*Data for the task*

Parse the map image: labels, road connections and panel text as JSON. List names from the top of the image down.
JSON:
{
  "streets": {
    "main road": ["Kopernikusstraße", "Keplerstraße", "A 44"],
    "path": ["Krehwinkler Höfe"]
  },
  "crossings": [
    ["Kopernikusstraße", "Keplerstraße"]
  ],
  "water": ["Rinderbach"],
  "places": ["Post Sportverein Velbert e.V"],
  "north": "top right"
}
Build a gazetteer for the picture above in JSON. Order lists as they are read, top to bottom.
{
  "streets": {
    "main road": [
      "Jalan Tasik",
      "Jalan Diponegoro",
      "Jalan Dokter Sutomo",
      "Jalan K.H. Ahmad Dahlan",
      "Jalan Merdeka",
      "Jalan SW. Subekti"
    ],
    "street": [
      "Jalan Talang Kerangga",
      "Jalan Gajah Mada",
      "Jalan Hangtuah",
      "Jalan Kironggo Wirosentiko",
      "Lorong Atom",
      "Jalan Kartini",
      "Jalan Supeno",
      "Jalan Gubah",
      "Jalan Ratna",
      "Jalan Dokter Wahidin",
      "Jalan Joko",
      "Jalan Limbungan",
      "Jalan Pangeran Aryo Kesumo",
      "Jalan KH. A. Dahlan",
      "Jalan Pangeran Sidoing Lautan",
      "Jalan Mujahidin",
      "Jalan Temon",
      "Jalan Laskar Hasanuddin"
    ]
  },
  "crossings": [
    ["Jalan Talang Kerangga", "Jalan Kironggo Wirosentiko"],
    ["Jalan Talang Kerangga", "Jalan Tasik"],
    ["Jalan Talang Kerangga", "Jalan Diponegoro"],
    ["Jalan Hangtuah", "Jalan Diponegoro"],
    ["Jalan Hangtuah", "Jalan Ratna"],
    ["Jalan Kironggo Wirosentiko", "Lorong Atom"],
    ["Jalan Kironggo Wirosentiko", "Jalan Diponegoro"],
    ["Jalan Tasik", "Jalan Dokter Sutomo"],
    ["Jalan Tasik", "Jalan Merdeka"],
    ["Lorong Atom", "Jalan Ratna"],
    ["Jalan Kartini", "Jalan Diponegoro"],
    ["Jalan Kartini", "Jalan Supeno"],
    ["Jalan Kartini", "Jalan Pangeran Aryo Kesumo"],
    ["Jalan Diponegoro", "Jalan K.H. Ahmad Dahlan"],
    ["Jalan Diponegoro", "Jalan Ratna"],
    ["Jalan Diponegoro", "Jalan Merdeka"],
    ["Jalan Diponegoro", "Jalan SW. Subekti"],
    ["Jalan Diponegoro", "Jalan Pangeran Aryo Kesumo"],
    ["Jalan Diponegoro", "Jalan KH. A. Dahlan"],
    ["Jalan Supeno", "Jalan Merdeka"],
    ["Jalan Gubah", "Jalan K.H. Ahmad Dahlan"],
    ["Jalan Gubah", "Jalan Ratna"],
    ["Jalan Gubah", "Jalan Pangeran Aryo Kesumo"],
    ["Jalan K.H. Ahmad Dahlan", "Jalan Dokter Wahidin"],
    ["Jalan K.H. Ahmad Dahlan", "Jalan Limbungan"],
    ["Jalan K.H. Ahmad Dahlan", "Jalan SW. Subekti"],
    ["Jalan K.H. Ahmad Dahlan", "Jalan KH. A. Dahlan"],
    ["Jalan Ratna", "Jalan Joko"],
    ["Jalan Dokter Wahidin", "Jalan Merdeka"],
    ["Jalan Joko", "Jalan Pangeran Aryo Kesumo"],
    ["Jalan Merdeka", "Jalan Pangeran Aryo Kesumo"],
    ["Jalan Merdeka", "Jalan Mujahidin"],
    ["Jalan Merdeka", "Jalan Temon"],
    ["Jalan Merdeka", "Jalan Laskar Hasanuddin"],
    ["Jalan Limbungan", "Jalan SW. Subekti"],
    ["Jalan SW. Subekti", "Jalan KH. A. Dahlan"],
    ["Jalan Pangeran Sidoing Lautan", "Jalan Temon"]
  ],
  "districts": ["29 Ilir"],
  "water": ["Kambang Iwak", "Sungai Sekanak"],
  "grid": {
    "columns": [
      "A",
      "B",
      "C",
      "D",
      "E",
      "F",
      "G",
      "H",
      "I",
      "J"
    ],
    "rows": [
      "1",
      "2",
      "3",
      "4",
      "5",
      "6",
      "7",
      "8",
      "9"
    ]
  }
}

*Problem to solve*
Could you return all lines from the data above that contain the string "Joko"?

*Response area*
      "Jalan Joko",
    ["Jalan Ratna", "Jalan Joko"],
    ["Jalan Joko", "Jalan Pangeran Aryo Kesumo"],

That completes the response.